突然,前面带路的赵为民猛地伏低身子,同时右手狠狠向下一压!
后面三人瞬间扑倒在石头后面,枪栓轻轻拉动。
赵为民眯眼看向前方。
大约百米外,河谷拐弯处,两个穿着粗布衣裳,裹着绑腿,农民打扮的汉子,正靠在一块大石头后面。

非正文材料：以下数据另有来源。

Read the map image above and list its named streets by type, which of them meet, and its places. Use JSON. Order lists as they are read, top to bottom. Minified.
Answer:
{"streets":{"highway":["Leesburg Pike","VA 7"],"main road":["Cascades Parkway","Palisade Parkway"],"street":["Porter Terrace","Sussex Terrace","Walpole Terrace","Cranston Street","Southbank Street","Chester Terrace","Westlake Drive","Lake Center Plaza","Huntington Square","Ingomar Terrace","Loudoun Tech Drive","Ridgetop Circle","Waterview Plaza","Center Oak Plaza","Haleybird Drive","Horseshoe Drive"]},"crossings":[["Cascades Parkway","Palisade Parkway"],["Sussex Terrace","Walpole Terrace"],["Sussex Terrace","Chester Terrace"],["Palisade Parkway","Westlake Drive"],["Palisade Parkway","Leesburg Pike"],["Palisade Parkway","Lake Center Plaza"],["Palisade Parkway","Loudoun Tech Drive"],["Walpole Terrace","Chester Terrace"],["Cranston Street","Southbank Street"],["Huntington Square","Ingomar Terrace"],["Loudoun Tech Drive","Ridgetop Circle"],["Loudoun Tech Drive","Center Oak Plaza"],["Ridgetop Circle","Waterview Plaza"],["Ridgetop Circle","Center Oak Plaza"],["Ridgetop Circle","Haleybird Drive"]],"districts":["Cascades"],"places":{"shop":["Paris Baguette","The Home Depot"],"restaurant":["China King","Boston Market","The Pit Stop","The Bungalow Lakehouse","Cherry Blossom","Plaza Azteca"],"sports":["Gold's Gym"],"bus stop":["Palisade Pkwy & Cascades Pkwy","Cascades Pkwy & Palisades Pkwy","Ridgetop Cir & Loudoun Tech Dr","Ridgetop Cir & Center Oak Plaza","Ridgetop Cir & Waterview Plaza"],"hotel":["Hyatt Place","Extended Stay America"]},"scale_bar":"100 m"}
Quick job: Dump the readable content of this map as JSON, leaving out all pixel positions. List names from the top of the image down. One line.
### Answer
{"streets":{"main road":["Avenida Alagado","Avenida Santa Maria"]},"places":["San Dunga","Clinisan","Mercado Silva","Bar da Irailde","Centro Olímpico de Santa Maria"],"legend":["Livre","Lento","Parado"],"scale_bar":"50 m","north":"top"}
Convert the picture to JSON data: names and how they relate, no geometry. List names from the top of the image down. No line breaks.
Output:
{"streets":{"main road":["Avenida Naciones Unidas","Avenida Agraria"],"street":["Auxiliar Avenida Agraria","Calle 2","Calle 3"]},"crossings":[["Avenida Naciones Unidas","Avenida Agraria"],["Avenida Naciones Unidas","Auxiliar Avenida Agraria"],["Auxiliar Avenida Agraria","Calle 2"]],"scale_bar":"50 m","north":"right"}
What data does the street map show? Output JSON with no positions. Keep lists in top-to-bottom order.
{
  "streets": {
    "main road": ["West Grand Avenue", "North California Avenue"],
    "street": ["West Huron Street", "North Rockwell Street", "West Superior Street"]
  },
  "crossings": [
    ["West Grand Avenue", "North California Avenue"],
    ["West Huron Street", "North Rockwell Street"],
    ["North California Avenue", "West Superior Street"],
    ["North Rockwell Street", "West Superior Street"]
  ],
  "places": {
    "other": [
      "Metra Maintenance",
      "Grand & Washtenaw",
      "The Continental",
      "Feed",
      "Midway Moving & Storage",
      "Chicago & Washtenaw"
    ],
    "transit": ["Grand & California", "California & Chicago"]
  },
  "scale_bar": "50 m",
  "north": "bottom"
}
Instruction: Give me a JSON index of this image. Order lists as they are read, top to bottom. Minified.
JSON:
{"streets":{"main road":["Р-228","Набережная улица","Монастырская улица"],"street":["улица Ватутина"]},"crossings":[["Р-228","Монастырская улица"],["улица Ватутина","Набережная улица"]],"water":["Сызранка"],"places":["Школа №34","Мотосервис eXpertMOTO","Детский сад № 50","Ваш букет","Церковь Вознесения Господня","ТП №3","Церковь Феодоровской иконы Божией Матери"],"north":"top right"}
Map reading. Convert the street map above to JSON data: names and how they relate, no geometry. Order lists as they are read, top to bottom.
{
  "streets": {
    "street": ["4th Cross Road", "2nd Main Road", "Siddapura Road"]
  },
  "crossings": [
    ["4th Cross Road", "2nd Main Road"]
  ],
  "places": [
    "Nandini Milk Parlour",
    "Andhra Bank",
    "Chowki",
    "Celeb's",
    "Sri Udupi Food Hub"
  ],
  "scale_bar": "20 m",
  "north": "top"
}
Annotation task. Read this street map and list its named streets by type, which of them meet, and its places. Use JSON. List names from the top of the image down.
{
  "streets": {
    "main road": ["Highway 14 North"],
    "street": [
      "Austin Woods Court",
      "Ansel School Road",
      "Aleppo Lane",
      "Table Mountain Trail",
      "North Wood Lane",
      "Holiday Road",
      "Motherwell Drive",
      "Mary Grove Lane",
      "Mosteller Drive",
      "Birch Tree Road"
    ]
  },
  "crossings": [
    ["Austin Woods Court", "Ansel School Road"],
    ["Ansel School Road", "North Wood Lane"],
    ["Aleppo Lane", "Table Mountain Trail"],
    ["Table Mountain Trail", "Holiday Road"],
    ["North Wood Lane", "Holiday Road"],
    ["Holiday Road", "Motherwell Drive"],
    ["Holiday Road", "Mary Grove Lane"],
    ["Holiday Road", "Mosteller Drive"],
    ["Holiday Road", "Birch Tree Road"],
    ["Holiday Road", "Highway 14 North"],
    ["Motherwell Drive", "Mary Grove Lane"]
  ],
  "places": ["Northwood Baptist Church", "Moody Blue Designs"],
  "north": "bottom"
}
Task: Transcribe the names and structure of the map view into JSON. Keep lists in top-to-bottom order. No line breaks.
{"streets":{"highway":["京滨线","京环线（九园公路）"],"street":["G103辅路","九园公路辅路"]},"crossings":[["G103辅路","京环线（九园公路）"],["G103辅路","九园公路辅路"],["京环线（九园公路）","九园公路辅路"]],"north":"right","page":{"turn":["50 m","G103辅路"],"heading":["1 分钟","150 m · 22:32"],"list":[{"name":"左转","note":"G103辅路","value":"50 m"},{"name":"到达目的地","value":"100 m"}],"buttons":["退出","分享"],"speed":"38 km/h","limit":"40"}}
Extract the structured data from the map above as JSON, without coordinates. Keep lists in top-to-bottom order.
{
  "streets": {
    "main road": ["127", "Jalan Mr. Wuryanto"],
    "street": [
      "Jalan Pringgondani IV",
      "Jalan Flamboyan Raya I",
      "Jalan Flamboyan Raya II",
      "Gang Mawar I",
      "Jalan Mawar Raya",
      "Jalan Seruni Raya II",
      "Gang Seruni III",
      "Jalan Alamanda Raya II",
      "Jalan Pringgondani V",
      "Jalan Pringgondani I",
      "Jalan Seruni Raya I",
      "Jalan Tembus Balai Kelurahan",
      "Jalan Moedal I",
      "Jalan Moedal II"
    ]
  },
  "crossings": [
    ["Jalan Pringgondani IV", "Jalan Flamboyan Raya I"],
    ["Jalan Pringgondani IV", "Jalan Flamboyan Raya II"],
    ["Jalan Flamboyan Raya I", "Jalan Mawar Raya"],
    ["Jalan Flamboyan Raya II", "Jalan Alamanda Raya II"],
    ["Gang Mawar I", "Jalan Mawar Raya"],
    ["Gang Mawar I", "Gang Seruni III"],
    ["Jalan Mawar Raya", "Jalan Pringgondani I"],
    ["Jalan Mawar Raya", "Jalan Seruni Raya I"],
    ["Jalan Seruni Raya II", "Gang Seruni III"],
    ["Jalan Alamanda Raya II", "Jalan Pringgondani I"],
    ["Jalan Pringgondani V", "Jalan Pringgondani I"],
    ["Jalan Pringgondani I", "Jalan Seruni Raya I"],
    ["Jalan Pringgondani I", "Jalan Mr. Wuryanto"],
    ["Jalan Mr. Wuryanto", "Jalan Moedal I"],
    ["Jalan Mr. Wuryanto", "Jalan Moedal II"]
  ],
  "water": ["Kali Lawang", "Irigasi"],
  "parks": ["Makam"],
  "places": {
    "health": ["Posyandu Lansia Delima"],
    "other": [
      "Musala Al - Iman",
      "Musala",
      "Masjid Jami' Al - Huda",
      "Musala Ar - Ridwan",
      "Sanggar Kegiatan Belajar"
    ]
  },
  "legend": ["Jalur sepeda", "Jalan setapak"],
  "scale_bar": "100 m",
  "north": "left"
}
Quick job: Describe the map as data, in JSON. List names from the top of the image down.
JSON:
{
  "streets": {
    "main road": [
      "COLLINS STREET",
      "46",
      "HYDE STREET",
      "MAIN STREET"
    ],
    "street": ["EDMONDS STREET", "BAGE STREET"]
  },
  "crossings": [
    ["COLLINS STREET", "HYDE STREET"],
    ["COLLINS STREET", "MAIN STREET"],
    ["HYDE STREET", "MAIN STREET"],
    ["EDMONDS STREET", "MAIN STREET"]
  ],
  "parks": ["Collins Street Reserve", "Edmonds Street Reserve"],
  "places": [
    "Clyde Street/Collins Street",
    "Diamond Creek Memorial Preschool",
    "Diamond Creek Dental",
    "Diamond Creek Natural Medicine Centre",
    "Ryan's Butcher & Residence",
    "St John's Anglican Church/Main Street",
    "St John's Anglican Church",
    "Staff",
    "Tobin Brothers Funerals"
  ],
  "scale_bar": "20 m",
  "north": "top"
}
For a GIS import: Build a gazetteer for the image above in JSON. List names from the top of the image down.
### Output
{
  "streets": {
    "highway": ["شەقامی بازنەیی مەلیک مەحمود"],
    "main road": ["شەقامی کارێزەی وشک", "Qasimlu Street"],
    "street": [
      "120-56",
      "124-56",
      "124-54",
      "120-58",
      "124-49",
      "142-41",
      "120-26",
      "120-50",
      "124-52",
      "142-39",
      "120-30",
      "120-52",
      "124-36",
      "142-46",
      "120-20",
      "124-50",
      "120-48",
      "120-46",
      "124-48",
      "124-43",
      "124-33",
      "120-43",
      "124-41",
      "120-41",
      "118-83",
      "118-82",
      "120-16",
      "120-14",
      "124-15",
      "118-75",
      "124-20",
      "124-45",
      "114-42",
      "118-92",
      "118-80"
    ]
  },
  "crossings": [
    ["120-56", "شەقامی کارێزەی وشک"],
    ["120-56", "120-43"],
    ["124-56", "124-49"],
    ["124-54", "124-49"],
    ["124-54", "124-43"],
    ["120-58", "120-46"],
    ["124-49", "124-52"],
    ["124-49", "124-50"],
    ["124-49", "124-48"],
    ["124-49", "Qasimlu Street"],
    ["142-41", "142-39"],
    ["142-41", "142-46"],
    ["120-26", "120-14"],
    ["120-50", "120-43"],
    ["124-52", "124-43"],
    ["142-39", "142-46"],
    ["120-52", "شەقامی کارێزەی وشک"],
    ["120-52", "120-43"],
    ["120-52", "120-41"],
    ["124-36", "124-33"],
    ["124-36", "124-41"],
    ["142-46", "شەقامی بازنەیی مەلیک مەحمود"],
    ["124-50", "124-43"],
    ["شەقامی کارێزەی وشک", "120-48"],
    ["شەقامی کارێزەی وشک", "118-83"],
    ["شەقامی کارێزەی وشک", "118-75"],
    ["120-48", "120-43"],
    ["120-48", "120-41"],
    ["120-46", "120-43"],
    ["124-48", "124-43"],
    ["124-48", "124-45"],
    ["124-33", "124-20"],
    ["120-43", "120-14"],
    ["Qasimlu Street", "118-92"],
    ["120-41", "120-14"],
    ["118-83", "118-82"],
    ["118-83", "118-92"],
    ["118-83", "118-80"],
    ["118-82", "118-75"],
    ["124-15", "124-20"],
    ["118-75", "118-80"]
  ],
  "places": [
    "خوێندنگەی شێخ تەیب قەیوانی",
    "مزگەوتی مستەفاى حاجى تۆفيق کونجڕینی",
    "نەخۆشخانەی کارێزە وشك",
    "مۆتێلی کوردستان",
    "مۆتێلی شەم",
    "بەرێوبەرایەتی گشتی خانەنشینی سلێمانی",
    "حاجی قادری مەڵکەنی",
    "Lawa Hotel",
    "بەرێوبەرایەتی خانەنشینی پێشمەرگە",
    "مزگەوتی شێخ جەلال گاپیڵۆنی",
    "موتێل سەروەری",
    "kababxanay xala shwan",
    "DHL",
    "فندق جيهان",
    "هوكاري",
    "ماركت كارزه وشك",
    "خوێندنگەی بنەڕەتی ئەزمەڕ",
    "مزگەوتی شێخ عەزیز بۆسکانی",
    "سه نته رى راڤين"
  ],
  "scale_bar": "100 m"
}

他们一人嘴里叼着烟,另一人手里拎着一把老式步枪,枪口随意指着地面。
两人正低声交谈,眼睛不时扫向河谷下游方向。
看来是放哨的。
看那站姿和握枪的架势,绝不是普通农民。
赵为民轻轻缩回头,对后面打了个手势。
两点钟方向,两个,有武装,清除。
方脸和另一个干警点头,缓缓从两侧岩石缝隙中滑下去,像两条无声的泥鳅,借助水声和乱石掩护,迂回包抄。
赵为民和剩下一人留在原地,枪口稳稳指向那两个哨兵。
时间一分一秒过去。河谷里只有水声和风声。
突然!
“唔!”
一声极短促的闷哼从石头后面传来,接着是重物倒地的声音。
另一个哨兵似乎察觉不对,刚要把枪口抬起来。
“噗!”
一声轻微的、不同于河谷噪音的枪响。
那哨兵身子一震,额头上猛地爆开一个小血洞,一声没吭就软了下去。
赵为民放下微微冒烟的枪口,眼神冷冽。
方脸从石头后面探出头,比了个安全的手势。
四人迅速靠拢过去。
两具尸体被拖到岩石缝隙里简单掩盖。
赵为民检查了一下那把老式步枪,膛线都快磨平了。
“破枪。”他扔给方脸,“留着备用。”
他蹲下身,快速搜查尸体。
从那个被匕首解决掉的哨兵怀里,摸出一个小布袋,倒出来几发步枪子弹,还有一小块用油纸包着硬得像石头的黑面饼子。
另一个哨兵身上更干净,只有半盒火柴,一撮烟丝。
“穷鬼。”年轻干警啐了一口。
赵为民没说话,手指在第二个哨兵的裤脚边缘摸了摸,捏到一个硬物。
撕开缝线,里面藏着一颗黄澄澄的、保养得极好的手枪子弹。
制式的,和他们用的配枪口径一致。
他捏着那枚子弹,站起身,看向黑水谷深处。
“家伙不怎么样,子弹倒是好货。”他掂了掂那枚子弹,“里面的人,有硬家伙。都小心点。”
队伍继续前进,绕过那个巨大的河湾。
眼前豁然开朗,却又让人心底发毛。
河谷在这里变得宽阔,水流却诡异的平缓下来,颜色深得发黑,冒着丝丝寒气。
两岸是刀削斧劈般的黑色峭壁,光秃秃的,几乎没什么植被。
峭壁下方,堆积着大量惨白色的乱石,像是某种巨兽留下的骸骨。
空气里的铁锈味浓到令人作呕。
最让人心惊的是,对岸峭壁下方,隐约可见一个黑黢黢的洞口。
河水有一部分就直接流了进去。
洞口周围,明显有人工开凿和加固的痕迹,还搭着简陋的木架和绳梯。
洞口两侧的岩石上,似乎还刻着一些模糊不清的图案,被苔藓和水渍侵蚀得难以辨认。